_EXERCISE AIM_
Write every entry out again exactly, please, and skip the pictures.
[Opening SUPPLIED DATA section]
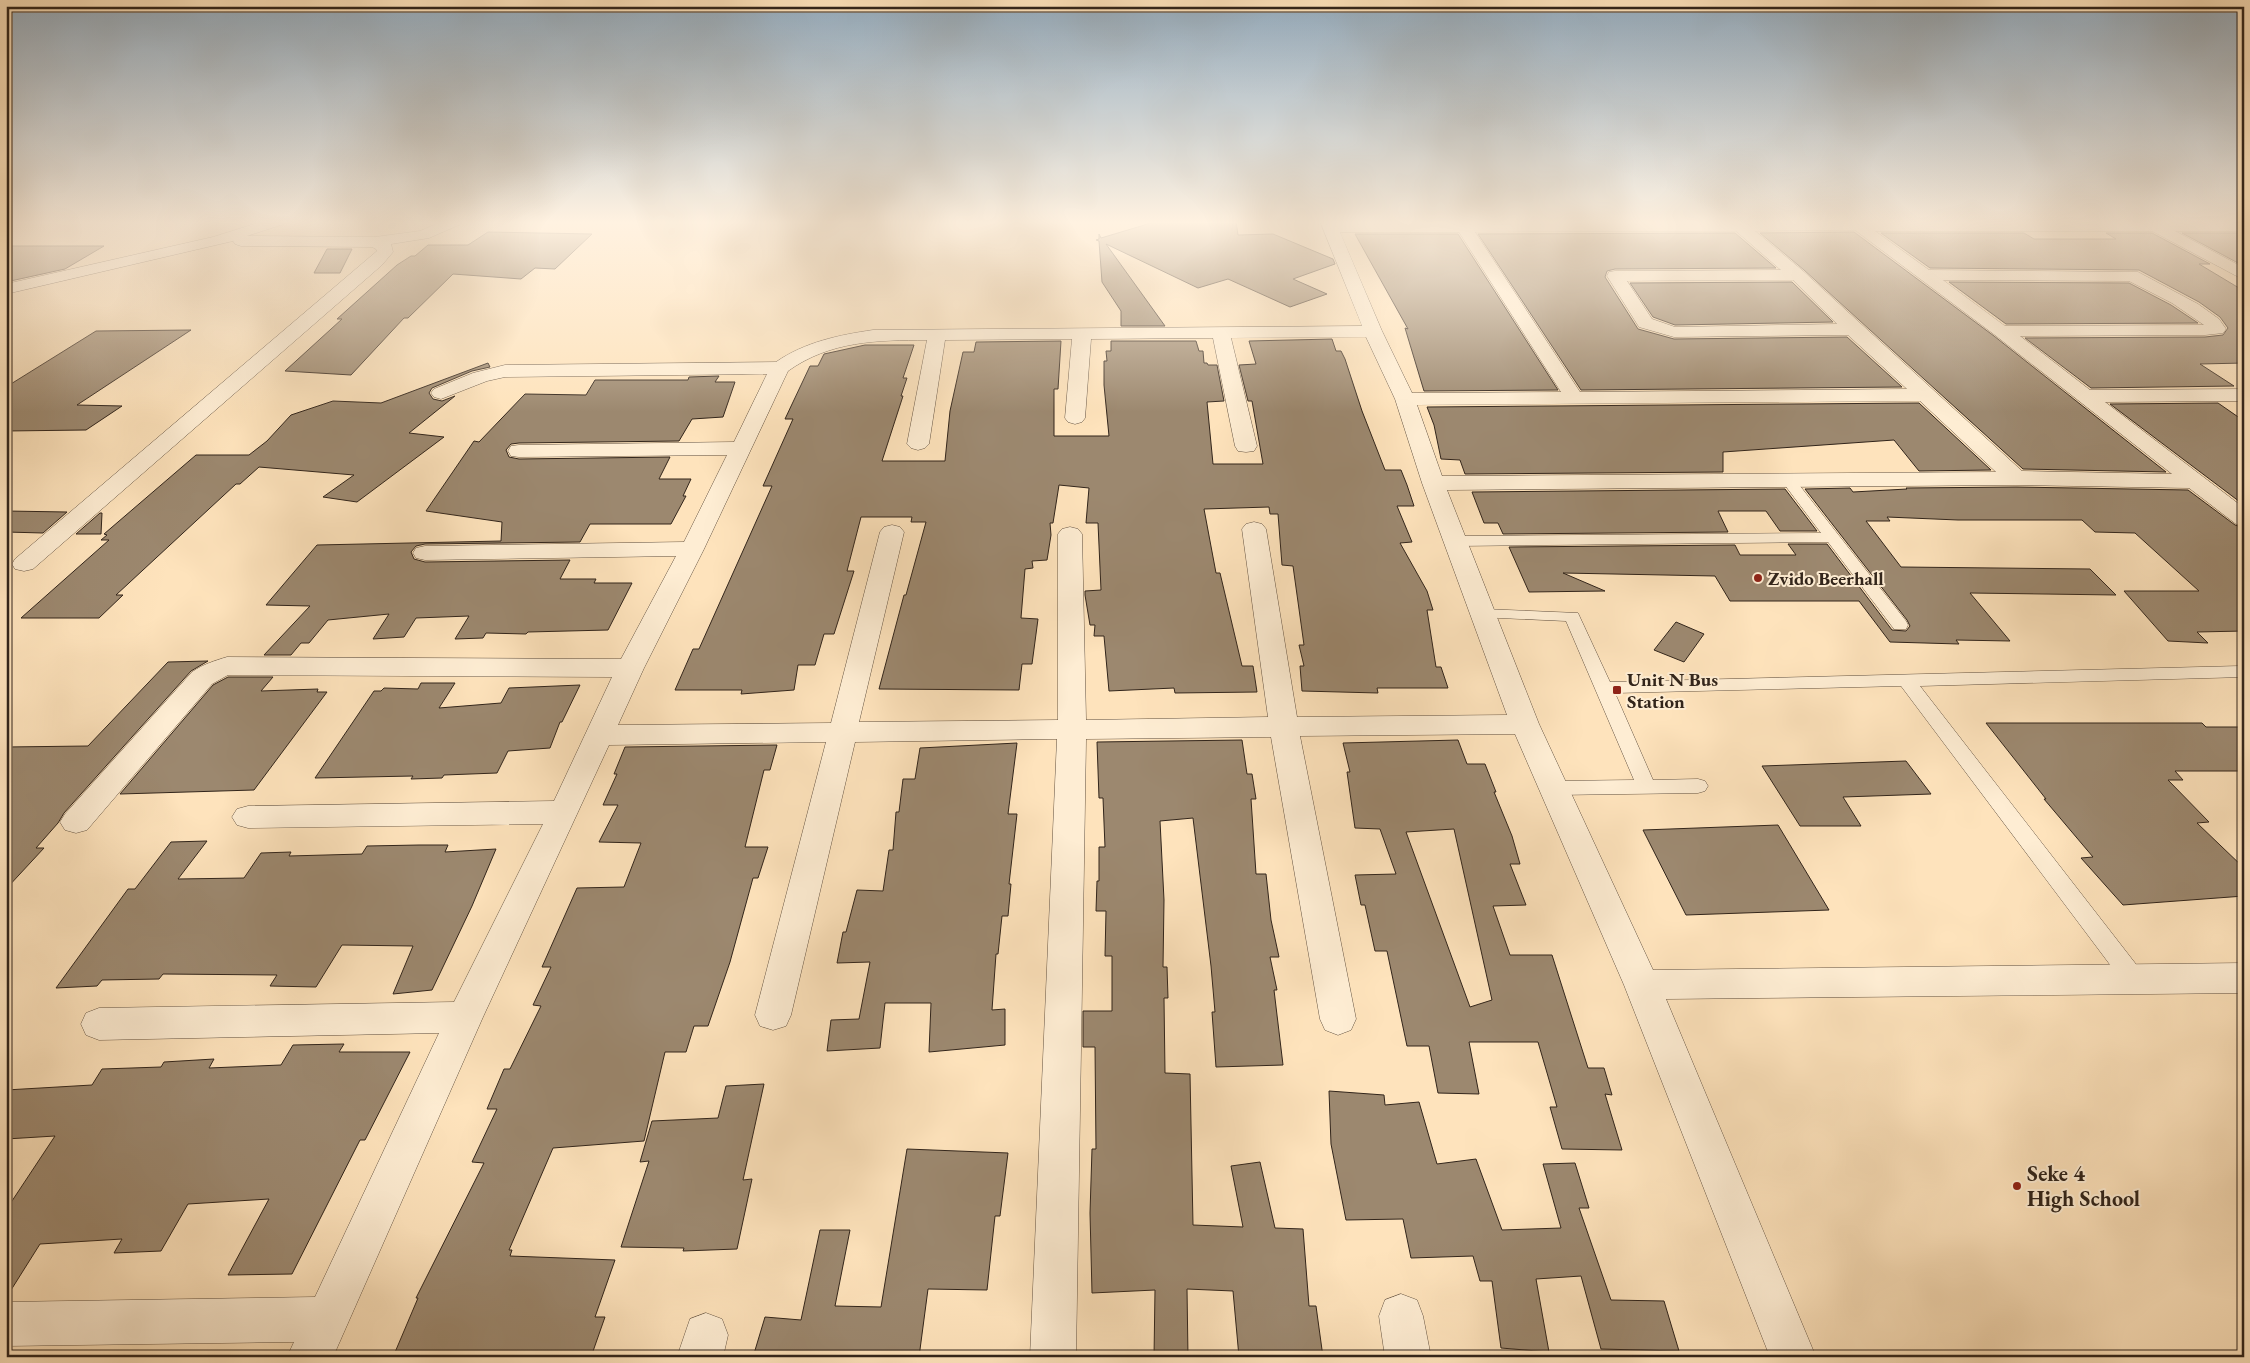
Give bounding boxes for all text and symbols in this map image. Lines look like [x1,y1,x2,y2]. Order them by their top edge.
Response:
place label: Zvido Beerhall [1768,566,1884,591]
marker: Zvido Beerhall [1752,572,1764,584]
place label: Unit N Bus Station [1627,667,1718,714]
marker: Unit N Bus Station [1611,684,1623,696]
place label: Seke 4 High School [2027,1159,2140,1213]
marker: Seke 4 High School [2011,1180,2023,1192]

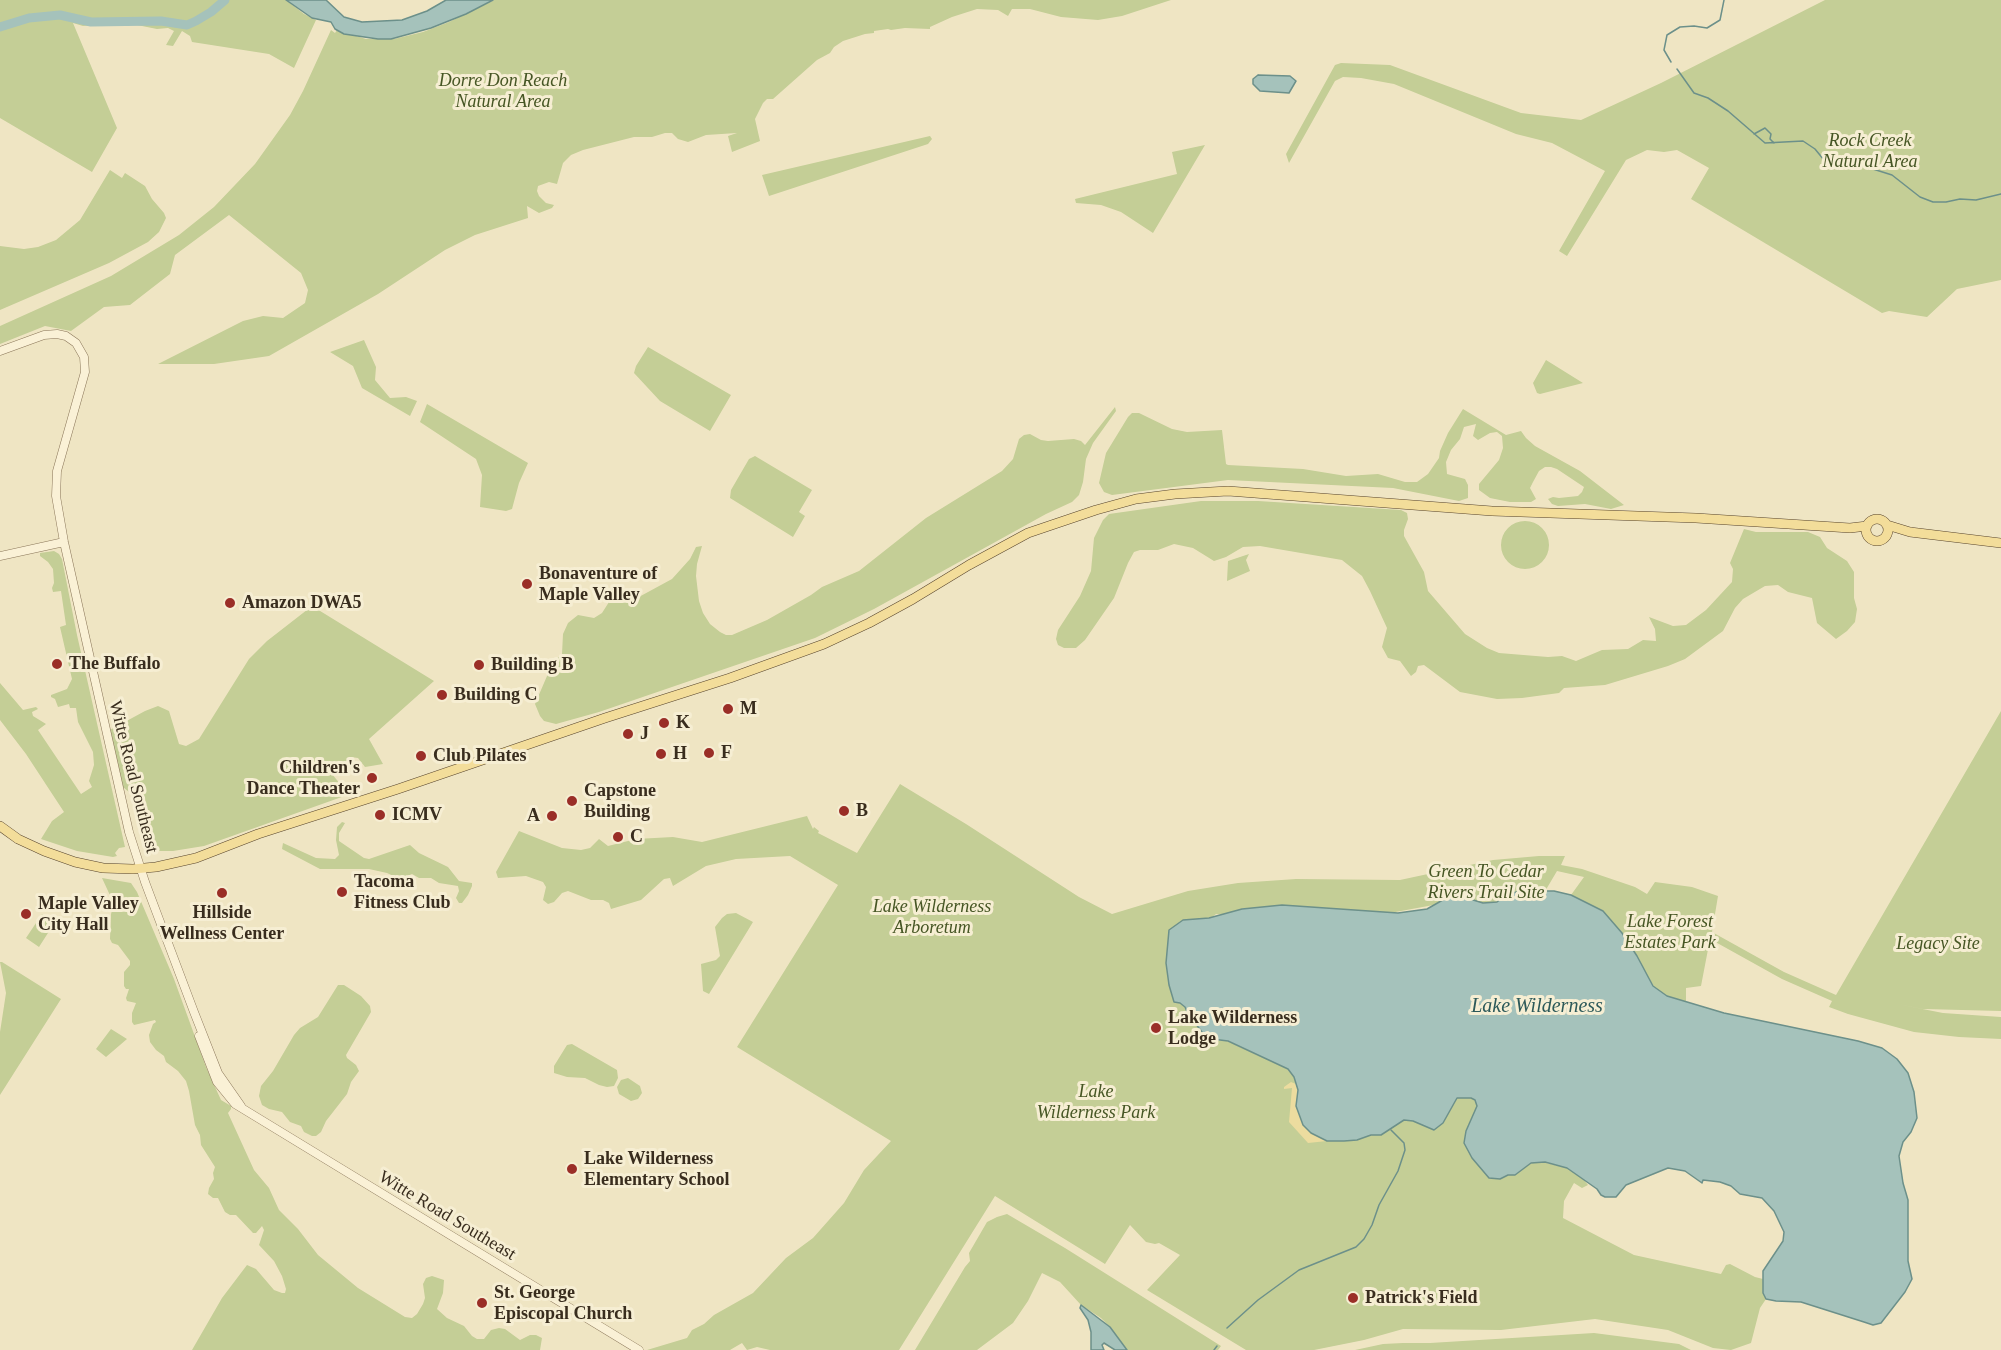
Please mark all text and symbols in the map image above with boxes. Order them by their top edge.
park label: Dorre Don Reach Natural Area [439,70,567,112]
park label: Rock Creek Natural Area [1823,130,1917,172]
place label: Bonaventure of Maple Valley [539,563,657,606]
marker: Bonaventure of Maple Valley [520,577,534,591]
place label: Amazon DWA5 [242,592,361,614]
marker: Amazon DWA5 [223,596,237,610]
place label: The Buffalo [69,653,161,675]
place label: Building B [491,654,574,676]
marker: The Buffalo [50,657,64,671]
marker: Building B [472,658,486,672]
place label: Building C [454,684,538,706]
marker: Building C [435,688,449,702]
place label: M [740,698,757,720]
street label: Witte Road Southeast [104,699,162,855]
marker: M [721,702,735,716]
place label: K [676,712,690,734]
marker: K [657,716,671,730]
place label: J [640,723,649,745]
marker: J [621,727,635,741]
place label: F [721,742,732,764]
place label: H [673,743,687,765]
place label: Club Pilates [433,745,527,767]
marker: F [702,746,716,760]
marker: H [654,747,668,761]
marker: Club Pilates [414,749,428,763]
place label: Children's Dance Theater [247,757,360,800]
marker: Children's Dance Theater [365,771,379,785]
place label: Capstone Building [584,780,656,822]
marker: Capstone Building [565,794,579,808]
place label: B [856,800,868,822]
place label: ICMV [392,804,442,826]
marker: B [837,804,851,818]
place label: A [527,805,540,827]
marker: ICMV [373,808,387,822]
marker: A [545,809,559,823]
place label: C [630,826,643,848]
marker: C [611,830,625,844]
park label: Green To Cedar Rivers Trail Site [1428,861,1544,904]
place label: Tacoma Fitness Club [354,871,451,914]
marker: Tacoma Fitness Club [335,885,349,899]
marker: Hillside Wellness Center [215,886,229,900]
place label: Maple Valley City Hall [38,893,139,936]
park label: Lake Wilderness Arboretum [873,896,991,938]
place label: Hillside Wellness Center [160,902,284,944]
marker: Maple Valley City Hall [19,907,33,921]
park label: Lake Forest Estates Park [1624,911,1716,954]
park label: Legacy Site [1896,933,1980,955]
water label: Lake Wilderness [1471,995,1603,1019]
place label: Lake Wilderness Lodge [1168,1007,1297,1050]
marker: Lake Wilderness Lodge [1149,1021,1163,1035]
park label: Lake Wilderness Park [1037,1081,1155,1124]
place label: Lake Wilderness Elementary School [584,1148,729,1190]
marker: Lake Wilderness Elementary School [565,1162,579,1176]
street label: Witte Road Southeast [374,1167,520,1265]
place label: St. George Episcopal Church [494,1282,632,1324]
place label: Patrick's Field [1365,1287,1477,1309]
marker: Patrick's Field [1346,1291,1360,1305]
marker: St. George Episcopal Church [475,1296,489,1310]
[Closing SUPPLIED DATA section]
_RESPONSE FOR THIS EXERCISE_
Give bounding boxes for all text and symbols in this map image. Lines look like [x1,y1,x2,y2]. Order them by their top edge.
Response:
place label: Zvido Beerhall [1768,566,1884,591]
marker: Zvido Beerhall [1752,572,1764,584]
place label: Unit N Bus Station [1627,667,1718,714]
marker: Unit N Bus Station [1611,684,1623,696]
place label: Seke 4 High School [2027,1159,2140,1213]
marker: Seke 4 High School [2011,1180,2023,1192]

Please mark all text and symbols in the map image above with boxes. Order them by their top edge.
park label: Dorre Don Reach Natural Area [439,70,567,112]
park label: Rock Creek Natural Area [1823,130,1917,172]
place label: Bonaventure of Maple Valley [539,563,657,606]
marker: Bonaventure of Maple Valley [520,577,534,591]
place label: Amazon DWA5 [242,592,361,614]
marker: Amazon DWA5 [223,596,237,610]
place label: The Buffalo [69,653,161,675]
place label: Building B [491,654,574,676]
marker: The Buffalo [50,657,64,671]
marker: Building B [472,658,486,672]
place label: Building C [454,684,538,706]
marker: Building C [435,688,449,702]
place label: M [740,698,757,720]
street label: Witte Road Southeast [104,699,162,855]
marker: M [721,702,735,716]
place label: K [676,712,690,734]
marker: K [657,716,671,730]
place label: J [640,723,649,745]
marker: J [621,727,635,741]
place label: F [721,742,732,764]
place label: H [673,743,687,765]
place label: Club Pilates [433,745,527,767]
marker: F [702,746,716,760]
marker: H [654,747,668,761]
marker: Club Pilates [414,749,428,763]
place label: Children's Dance Theater [247,757,360,800]
marker: Children's Dance Theater [365,771,379,785]
place label: Capstone Building [584,780,656,822]
marker: Capstone Building [565,794,579,808]
place label: B [856,800,868,822]
place label: ICMV [392,804,442,826]
marker: B [837,804,851,818]
place label: A [527,805,540,827]
marker: ICMV [373,808,387,822]
marker: A [545,809,559,823]
place label: C [630,826,643,848]
marker: C [611,830,625,844]
park label: Green To Cedar Rivers Trail Site [1428,861,1544,904]
place label: Tacoma Fitness Club [354,871,451,914]
marker: Tacoma Fitness Club [335,885,349,899]
marker: Hillside Wellness Center [215,886,229,900]
place label: Maple Valley City Hall [38,893,139,936]
park label: Lake Wilderness Arboretum [873,896,991,938]
place label: Hillside Wellness Center [160,902,284,944]
marker: Maple Valley City Hall [19,907,33,921]
park label: Lake Forest Estates Park [1624,911,1716,954]
park label: Legacy Site [1896,933,1980,955]
water label: Lake Wilderness [1471,995,1603,1019]
place label: Lake Wilderness Lodge [1168,1007,1297,1050]
marker: Lake Wilderness Lodge [1149,1021,1163,1035]
park label: Lake Wilderness Park [1037,1081,1155,1124]
place label: Lake Wilderness Elementary School [584,1148,729,1190]
marker: Lake Wilderness Elementary School [565,1162,579,1176]
street label: Witte Road Southeast [374,1167,520,1265]
place label: St. George Episcopal Church [494,1282,632,1324]
place label: Patrick's Field [1365,1287,1477,1309]
marker: Patrick's Field [1346,1291,1360,1305]
marker: St. George Episcopal Church [475,1296,489,1310]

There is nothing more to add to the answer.